Despite the limitations, this research project provided important contributions to various fields. The most important contribution of this study was its focus on urban spatial form and structure and its interrelationship with viral diseases (such as COVID-19), which have received little attention. The complementary method of pedestrian rate statistics was also used to show the core that is determined by land use data. This method can be considered in future research. Following Sendai’s (2015) framework on the role of urban planning and land use in local resilience and the new urban agenda (2017) with a focus on urban spatial development strategies such as polycentric city to strengthen urban resilience, the findings of this study can contribute to achieving these goals. The research results can be used for planning spatial development in Ahvaz and similar cities.

Planners and designers in future urban plans should consider decentralization strategies and polycentric structures when allocating uses in the city. Hierarchical city structure and 15-minute city are important strategies for creating optimal structures and resilient urban forms. Instead of expanding the streets and the car-oriented city, they should prioritize strengthening public transportation as a link between the cores and sub-centers. Moreover, implementing compact city principles is one of the important approaches to creating a desirable and resilient urban form. In a compact urban form, mixed-use neighborhood service centers will attract people and reduce travel to the city center.
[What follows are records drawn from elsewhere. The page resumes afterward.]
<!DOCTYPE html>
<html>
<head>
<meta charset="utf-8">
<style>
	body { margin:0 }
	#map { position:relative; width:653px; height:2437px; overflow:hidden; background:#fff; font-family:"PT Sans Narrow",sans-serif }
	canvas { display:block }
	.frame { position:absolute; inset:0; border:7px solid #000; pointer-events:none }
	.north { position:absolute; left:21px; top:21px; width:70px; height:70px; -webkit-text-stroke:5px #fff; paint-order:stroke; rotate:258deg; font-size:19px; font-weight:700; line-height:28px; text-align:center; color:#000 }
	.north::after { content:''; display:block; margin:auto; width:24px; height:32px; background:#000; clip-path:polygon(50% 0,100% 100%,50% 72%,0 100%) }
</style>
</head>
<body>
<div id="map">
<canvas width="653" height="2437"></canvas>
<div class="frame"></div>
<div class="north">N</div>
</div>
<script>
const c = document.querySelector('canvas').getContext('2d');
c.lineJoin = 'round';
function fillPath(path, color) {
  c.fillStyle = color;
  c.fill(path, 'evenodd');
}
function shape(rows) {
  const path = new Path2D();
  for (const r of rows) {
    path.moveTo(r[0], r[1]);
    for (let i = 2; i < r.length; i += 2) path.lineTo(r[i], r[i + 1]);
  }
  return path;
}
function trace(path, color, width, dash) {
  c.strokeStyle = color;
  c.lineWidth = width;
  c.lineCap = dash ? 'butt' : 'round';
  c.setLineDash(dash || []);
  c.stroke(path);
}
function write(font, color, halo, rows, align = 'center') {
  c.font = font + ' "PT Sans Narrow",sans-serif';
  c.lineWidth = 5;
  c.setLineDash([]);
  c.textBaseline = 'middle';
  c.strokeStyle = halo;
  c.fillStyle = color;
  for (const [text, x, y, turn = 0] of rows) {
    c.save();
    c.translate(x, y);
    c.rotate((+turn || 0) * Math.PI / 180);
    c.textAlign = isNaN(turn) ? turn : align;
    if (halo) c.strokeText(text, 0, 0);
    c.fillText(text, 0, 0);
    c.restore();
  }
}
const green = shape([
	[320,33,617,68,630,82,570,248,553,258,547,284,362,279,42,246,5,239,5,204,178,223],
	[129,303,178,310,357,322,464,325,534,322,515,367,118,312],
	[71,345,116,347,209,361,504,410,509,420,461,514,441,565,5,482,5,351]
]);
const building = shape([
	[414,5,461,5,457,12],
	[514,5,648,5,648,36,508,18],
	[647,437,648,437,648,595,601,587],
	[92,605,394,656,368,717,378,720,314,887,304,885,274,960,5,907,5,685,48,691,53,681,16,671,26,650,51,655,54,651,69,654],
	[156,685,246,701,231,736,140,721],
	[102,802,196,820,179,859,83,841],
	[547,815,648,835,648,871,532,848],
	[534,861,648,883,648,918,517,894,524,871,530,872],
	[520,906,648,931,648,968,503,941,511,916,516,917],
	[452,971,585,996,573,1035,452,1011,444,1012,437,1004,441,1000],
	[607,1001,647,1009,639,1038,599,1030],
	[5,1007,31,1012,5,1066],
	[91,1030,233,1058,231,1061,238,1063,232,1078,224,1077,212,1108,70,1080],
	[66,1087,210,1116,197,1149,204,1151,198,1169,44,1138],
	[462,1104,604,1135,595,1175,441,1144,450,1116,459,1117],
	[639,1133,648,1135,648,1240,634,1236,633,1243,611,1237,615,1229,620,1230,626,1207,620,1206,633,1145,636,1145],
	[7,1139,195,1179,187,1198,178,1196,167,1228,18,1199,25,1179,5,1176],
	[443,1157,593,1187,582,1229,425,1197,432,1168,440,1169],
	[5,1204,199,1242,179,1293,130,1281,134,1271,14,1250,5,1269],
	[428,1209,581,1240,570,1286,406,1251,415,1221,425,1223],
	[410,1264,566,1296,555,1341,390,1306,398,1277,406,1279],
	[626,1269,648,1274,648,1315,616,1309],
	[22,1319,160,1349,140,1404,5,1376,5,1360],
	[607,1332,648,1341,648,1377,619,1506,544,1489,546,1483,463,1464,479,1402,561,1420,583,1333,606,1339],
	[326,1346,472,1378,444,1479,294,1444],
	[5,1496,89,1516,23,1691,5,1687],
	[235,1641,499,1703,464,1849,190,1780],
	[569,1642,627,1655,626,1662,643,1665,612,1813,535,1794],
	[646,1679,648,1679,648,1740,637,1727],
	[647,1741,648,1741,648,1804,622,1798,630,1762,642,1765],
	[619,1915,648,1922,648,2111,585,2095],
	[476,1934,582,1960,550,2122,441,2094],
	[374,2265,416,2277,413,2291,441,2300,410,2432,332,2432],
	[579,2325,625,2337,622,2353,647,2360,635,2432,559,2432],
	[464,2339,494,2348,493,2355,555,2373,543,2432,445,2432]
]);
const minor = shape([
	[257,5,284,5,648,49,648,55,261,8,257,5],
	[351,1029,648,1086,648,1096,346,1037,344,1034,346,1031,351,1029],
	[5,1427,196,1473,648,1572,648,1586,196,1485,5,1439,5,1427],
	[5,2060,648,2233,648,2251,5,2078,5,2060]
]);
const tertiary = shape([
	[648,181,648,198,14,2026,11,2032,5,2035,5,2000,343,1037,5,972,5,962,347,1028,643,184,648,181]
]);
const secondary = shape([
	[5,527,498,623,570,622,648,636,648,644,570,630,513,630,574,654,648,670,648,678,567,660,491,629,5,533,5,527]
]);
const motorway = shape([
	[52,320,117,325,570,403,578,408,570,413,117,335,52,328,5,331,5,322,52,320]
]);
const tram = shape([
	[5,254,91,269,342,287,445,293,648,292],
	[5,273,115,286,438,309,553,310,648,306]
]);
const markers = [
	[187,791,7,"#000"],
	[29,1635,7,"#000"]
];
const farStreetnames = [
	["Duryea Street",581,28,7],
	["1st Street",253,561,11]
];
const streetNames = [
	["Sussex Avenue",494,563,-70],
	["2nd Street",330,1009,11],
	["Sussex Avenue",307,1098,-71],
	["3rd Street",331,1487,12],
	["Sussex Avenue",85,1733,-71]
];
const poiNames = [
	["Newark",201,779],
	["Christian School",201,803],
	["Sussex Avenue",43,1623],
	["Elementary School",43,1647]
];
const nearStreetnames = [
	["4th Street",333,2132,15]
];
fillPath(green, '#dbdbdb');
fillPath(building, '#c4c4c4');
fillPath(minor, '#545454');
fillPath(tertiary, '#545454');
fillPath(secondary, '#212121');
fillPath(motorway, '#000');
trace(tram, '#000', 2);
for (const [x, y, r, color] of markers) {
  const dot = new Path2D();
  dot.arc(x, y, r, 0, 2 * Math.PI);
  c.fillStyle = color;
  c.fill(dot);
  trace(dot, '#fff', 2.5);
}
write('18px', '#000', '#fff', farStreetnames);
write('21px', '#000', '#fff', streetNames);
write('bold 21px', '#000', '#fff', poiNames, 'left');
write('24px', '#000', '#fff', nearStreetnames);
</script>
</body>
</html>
The transfer of services and uses from the city center to specialized cores such as entertainment, medical, and commercial spaces in different parts of the city reduce concentration in the city center. Modifying the land-use pattern and the efficient location of activities effectively reduces the demand for travel to the city center. Therefore, there is only one more effective factor than modifying the pattern of land use in Ahvaz to reduce the demand for travel to the city center.

Future studies can examine the time trend of travel volume and COVID-19 couriers. Mobile phone data and telephone taxi data can be used to determine the destination and travel volume. Moreover, the relationship between the polycentric city structure and the resilient urban form can be agenda for practical research in the future.

In general, urban form and environment mutually affect people’s exposure to risks (e.g. COVID-19). Given the contagious nature and rapid transmission rate of COVID-19, the city's form and structure should be designed to reduce the accumulation of people without causing difficulty and decreasing access to services. Indeed, we are looking for changing the urban structure and the location of uses to make residents more active and encourage them to use urban spaces rather than crowding and population density.